Top of Records shown

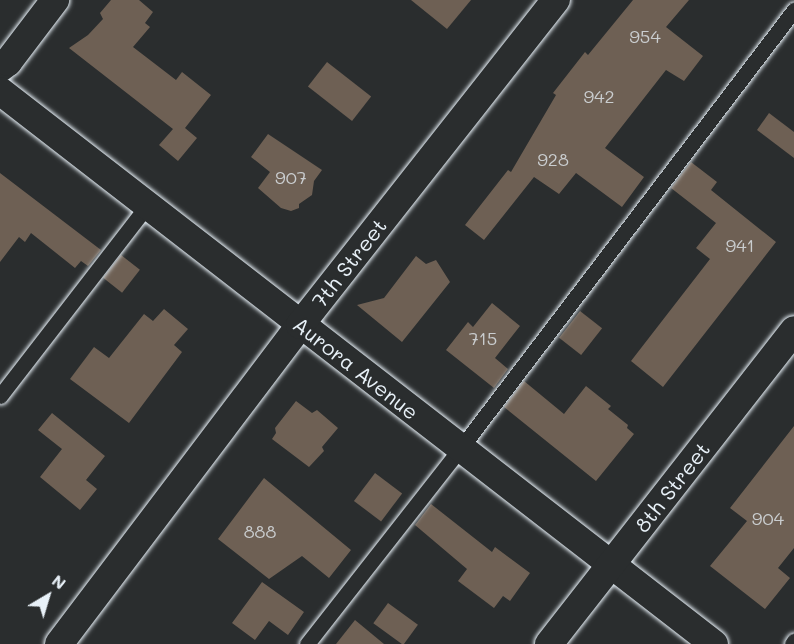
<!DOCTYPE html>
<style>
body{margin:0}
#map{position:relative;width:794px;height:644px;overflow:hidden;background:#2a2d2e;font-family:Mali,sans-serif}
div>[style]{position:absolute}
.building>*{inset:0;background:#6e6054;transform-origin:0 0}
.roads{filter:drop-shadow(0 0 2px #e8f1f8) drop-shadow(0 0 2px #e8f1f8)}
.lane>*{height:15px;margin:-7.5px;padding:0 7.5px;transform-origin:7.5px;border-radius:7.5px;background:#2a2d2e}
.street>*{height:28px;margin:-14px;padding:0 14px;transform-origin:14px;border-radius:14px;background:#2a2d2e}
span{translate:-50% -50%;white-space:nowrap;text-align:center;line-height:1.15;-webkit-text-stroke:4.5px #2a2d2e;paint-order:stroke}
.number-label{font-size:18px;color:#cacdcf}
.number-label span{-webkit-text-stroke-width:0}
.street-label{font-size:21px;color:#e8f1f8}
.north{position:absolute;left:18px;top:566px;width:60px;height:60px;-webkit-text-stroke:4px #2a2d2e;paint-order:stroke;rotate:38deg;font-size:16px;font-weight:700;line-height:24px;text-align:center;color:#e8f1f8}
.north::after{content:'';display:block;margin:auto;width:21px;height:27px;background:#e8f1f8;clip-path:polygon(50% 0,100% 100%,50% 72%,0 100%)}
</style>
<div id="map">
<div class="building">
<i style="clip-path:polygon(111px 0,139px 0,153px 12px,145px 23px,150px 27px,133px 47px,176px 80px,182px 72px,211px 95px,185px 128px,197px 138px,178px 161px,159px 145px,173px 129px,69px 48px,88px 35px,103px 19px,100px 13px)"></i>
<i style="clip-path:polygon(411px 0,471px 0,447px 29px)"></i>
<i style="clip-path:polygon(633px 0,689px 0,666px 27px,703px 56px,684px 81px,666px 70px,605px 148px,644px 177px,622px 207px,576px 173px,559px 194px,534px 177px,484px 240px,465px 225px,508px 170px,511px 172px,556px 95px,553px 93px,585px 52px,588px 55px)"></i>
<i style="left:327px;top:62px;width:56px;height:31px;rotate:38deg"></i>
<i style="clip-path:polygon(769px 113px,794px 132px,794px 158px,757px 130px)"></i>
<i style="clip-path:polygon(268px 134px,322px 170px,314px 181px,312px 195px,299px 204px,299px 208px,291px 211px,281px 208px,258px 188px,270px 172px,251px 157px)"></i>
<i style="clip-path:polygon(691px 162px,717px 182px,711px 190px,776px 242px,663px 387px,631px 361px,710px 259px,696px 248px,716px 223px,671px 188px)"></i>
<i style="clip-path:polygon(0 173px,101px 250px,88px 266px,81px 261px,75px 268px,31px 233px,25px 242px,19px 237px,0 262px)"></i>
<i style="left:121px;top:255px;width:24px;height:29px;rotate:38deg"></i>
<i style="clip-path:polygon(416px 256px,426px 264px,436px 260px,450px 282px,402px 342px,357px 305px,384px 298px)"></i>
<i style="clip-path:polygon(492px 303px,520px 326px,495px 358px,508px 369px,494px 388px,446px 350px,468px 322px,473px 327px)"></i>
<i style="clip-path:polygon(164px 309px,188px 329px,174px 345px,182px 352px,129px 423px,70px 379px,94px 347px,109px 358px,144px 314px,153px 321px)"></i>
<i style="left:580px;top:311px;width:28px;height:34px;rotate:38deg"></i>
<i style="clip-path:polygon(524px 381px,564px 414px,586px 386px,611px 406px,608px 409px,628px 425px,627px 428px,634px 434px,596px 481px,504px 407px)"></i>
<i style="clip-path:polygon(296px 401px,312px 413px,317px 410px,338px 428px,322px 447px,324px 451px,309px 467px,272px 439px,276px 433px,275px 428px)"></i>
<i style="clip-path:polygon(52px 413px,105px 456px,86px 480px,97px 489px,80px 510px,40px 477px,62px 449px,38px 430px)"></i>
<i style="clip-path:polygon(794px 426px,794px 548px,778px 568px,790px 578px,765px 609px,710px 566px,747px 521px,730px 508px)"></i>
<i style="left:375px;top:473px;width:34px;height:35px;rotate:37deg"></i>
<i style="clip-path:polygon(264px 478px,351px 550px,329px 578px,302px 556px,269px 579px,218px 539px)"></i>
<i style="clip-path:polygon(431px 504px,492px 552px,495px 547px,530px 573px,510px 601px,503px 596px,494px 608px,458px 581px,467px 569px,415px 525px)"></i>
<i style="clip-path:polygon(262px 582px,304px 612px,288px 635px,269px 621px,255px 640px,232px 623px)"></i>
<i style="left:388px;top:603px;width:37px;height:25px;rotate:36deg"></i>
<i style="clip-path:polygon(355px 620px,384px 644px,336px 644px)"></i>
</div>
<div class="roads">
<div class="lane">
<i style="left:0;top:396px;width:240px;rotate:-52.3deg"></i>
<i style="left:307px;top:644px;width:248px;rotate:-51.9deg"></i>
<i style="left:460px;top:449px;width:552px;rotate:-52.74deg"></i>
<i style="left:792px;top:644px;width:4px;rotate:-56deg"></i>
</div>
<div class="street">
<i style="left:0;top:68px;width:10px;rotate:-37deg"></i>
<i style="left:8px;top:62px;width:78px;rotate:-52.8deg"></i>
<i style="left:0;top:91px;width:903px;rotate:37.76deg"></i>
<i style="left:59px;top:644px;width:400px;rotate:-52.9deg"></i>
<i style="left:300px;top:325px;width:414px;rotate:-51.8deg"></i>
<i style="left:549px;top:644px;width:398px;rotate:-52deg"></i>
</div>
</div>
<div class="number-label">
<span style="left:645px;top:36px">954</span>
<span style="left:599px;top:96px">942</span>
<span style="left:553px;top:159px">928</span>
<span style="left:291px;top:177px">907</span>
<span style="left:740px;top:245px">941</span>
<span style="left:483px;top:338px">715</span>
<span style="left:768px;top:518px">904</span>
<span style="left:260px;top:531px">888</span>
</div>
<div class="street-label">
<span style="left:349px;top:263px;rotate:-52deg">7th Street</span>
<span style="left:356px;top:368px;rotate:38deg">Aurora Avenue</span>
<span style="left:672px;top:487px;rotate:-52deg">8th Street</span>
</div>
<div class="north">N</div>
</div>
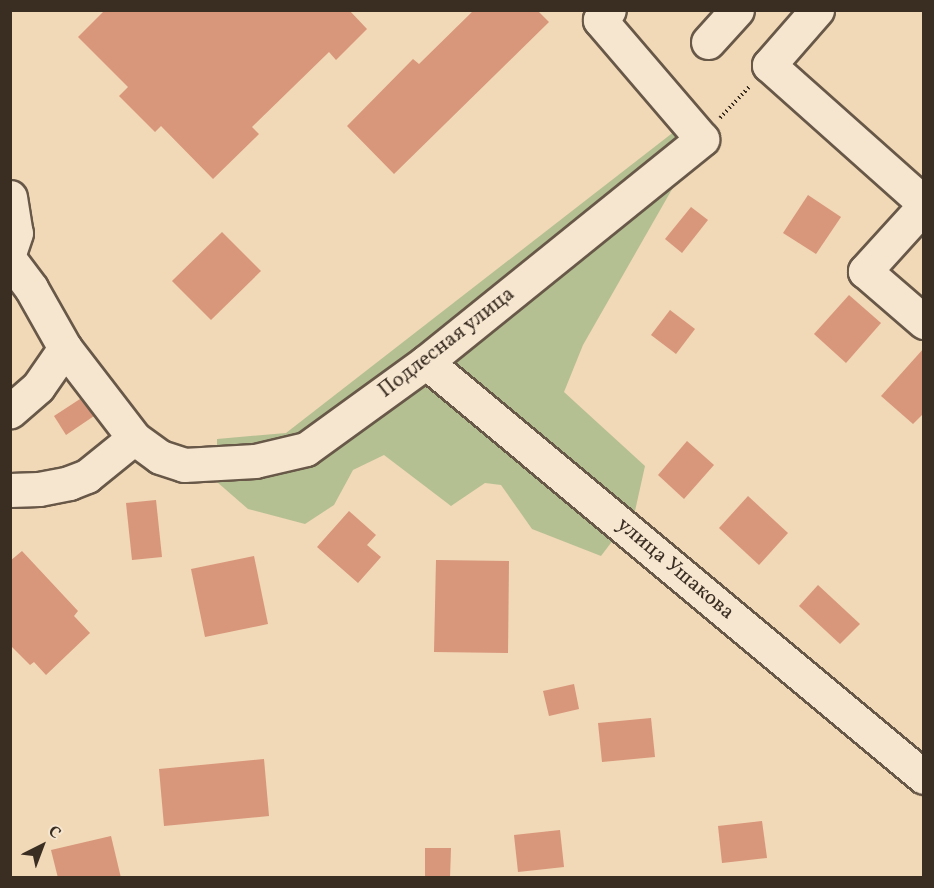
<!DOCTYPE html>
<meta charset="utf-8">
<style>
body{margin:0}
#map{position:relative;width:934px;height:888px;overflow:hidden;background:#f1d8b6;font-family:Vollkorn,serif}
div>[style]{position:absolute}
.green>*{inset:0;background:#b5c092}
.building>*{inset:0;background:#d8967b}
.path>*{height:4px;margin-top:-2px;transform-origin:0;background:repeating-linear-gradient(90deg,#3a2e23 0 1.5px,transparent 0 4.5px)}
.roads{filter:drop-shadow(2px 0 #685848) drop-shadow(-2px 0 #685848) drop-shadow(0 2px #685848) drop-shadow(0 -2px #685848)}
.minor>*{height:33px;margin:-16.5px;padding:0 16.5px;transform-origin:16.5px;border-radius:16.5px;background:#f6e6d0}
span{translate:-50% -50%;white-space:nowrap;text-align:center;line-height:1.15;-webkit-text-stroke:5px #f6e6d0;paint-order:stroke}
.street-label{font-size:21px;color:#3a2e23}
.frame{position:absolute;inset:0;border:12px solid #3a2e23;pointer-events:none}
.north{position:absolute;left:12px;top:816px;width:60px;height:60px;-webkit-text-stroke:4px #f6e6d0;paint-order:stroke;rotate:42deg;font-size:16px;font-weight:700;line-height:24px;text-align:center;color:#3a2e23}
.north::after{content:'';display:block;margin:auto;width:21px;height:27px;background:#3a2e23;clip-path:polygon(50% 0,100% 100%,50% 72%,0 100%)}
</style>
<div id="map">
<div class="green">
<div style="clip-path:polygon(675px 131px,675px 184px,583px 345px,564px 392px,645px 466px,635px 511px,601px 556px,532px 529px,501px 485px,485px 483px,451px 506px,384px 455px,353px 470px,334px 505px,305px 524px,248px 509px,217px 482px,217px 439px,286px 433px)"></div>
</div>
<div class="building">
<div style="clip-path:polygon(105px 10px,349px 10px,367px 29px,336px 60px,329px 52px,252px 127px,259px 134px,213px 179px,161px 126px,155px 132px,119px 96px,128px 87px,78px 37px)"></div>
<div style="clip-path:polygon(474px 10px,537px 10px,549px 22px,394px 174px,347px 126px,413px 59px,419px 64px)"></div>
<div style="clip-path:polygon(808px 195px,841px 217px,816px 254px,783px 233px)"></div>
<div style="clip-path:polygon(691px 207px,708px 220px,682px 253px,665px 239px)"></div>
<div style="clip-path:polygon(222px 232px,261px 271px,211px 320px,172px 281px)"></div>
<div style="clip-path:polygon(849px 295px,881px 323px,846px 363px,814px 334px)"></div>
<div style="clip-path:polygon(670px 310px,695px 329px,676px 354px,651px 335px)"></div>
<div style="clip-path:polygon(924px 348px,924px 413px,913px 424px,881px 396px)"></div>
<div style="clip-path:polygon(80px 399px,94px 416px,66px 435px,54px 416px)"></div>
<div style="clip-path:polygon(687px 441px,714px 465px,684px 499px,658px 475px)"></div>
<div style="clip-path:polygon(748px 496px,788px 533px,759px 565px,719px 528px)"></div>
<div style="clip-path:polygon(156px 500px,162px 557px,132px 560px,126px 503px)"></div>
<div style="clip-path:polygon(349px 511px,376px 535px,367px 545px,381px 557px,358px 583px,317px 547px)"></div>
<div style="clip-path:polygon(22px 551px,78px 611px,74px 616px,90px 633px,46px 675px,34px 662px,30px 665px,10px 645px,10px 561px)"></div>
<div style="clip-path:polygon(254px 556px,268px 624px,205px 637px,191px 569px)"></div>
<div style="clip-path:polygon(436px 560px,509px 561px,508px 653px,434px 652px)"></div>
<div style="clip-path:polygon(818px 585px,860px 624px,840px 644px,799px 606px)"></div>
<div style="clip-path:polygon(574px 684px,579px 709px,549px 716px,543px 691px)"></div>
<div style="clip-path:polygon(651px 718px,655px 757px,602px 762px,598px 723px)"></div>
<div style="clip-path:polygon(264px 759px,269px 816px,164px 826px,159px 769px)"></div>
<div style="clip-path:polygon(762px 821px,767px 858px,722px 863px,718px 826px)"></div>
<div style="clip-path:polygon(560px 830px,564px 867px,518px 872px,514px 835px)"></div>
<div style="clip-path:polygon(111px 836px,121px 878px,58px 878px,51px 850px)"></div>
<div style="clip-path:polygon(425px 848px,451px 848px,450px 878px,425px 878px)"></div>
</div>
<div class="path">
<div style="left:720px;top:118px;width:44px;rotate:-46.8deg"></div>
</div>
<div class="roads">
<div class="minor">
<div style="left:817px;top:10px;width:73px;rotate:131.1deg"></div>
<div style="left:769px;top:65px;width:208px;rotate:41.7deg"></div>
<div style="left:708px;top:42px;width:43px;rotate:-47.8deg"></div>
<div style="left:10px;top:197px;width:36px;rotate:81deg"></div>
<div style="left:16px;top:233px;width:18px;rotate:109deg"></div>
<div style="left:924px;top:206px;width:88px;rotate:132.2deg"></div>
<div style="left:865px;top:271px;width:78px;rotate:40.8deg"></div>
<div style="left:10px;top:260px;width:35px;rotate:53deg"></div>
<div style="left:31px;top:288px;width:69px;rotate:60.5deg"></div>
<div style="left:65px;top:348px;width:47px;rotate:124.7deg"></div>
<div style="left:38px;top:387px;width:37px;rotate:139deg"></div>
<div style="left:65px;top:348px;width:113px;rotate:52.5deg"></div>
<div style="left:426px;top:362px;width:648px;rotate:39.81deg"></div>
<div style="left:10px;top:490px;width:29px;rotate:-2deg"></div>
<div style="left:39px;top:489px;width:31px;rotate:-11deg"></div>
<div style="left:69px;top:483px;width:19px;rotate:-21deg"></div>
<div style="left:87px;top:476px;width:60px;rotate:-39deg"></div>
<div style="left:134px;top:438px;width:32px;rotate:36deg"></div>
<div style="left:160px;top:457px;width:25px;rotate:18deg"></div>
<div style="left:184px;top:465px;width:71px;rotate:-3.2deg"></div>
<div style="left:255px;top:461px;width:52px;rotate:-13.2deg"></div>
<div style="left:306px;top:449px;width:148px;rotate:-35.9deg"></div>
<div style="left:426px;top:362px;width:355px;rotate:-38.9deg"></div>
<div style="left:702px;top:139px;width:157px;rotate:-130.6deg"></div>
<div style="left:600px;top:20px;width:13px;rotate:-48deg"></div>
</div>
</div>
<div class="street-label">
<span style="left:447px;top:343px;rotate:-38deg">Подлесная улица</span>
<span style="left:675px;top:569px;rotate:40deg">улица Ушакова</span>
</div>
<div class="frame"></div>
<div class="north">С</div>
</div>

Bottom of Records shown

- **What to work on**: Everything from the first line of the listing above through the line that contains "2px #e8f1f8) drop-shadow(0" is to be restated word for word, minus the pictures.

- **Written solution**:
<!DOCTYPE html>
<style>
body{margin:0}
#map{position:relative;width:794px;height:644px;overflow:hidden;background:#2a2d2e;font-family:Mali,sans-serif}
div>[style]{position:absolute}
.building>*{inset:0;background:#6e6054;transform-origin:0 0}
.roads{filter:drop-shadow(0 0 2px #e8f1f8) drop-shadow(0 0 2px #e8f1f8)}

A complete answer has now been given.